Collected data entries:
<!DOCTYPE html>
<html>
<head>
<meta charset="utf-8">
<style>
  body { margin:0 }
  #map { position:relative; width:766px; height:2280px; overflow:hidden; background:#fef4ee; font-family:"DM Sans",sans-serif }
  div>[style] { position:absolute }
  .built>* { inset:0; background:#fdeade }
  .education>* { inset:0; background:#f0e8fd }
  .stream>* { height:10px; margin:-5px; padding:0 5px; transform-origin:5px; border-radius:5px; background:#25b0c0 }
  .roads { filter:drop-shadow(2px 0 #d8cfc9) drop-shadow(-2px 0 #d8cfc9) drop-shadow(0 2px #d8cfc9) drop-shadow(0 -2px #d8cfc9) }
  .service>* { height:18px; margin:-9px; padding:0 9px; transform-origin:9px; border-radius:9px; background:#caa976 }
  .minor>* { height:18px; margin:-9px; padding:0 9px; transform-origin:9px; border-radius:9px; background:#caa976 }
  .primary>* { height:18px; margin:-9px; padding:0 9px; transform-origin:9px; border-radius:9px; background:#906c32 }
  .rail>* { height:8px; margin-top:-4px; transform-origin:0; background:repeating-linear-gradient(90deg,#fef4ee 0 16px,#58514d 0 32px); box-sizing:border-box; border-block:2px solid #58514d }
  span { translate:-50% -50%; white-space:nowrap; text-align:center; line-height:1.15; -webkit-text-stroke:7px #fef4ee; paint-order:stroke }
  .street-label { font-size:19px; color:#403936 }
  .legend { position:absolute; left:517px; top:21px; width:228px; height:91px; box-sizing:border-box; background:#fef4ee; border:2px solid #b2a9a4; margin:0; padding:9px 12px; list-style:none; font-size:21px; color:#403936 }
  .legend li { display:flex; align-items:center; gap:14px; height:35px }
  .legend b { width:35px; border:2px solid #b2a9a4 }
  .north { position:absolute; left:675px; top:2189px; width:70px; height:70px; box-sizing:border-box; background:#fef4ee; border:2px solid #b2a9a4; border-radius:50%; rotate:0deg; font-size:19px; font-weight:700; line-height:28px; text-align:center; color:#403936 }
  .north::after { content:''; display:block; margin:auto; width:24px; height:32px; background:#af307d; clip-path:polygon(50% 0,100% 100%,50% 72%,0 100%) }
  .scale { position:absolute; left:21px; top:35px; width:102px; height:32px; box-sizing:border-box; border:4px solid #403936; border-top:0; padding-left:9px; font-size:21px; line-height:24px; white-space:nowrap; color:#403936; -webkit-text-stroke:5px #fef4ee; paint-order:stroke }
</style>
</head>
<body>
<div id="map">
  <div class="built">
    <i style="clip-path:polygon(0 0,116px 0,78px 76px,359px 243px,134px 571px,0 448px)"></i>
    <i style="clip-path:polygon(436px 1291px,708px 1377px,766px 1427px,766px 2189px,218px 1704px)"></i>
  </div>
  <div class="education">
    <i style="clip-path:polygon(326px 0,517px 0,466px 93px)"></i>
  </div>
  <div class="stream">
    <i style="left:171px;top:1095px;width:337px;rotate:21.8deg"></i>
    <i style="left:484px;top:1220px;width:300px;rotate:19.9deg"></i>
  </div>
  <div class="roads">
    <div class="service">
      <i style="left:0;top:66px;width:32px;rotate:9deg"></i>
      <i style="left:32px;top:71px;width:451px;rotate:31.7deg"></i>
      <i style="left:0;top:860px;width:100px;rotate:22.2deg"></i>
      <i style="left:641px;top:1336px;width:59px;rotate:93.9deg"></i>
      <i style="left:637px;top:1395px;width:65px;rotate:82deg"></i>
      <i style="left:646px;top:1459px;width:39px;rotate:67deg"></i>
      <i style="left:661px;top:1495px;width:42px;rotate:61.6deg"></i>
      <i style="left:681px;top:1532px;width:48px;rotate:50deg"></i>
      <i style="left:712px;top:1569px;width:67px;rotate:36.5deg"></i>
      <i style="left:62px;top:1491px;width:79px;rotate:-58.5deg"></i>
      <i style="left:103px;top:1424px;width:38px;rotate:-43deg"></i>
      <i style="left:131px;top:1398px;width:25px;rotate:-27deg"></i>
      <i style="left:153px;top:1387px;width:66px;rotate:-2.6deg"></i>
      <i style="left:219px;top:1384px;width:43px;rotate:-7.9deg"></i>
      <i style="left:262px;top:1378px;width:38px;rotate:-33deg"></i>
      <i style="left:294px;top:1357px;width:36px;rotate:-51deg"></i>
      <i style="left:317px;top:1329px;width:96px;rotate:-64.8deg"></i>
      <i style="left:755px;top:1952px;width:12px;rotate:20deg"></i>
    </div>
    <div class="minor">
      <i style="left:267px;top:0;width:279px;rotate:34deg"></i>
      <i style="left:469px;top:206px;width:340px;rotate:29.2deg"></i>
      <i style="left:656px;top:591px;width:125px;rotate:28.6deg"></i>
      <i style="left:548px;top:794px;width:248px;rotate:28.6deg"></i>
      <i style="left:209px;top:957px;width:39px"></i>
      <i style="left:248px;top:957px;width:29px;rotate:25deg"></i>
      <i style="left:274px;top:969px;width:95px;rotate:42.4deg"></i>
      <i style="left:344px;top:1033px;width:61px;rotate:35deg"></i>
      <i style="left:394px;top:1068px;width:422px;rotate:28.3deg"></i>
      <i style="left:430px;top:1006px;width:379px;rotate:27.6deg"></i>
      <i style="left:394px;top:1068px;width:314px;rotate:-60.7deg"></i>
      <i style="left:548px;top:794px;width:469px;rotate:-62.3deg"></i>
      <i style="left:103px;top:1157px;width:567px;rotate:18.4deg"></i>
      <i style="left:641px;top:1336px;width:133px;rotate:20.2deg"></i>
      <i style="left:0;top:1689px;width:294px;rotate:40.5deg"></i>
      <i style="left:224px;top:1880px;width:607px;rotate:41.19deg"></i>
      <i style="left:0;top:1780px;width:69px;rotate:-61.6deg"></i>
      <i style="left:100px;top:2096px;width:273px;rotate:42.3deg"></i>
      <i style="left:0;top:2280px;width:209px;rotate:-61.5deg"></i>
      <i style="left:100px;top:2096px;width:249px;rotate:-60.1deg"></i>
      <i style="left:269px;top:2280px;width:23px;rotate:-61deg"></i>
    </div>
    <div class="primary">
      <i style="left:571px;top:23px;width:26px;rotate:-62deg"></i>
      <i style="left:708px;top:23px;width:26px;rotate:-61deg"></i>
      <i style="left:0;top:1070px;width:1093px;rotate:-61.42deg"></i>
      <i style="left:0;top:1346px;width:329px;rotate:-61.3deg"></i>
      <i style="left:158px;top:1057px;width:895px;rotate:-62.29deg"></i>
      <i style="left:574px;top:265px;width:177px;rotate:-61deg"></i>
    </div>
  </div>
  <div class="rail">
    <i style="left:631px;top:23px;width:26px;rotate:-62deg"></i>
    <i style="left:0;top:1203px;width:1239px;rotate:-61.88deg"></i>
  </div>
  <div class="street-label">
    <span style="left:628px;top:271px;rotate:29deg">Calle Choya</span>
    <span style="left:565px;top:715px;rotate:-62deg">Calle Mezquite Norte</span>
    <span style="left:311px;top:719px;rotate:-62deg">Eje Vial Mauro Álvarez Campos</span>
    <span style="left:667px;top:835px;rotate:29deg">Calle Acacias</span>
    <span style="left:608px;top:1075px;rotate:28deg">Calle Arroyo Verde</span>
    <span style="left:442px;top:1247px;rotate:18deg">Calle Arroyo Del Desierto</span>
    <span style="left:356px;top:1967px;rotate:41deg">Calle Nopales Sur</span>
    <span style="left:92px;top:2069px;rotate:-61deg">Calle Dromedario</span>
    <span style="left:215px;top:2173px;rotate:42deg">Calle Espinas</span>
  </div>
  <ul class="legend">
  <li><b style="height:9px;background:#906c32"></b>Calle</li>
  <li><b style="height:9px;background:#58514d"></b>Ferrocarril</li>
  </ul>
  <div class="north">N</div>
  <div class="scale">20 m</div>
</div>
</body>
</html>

- Task objective -
Examine the records and pull out every line where the string "service" occurs.

- Response -
  .service>* { height:18px; margin:-9px; padding:0 9px; transform-origin:9px; border-radius:9px; background:#caa976 }
    <div class="service">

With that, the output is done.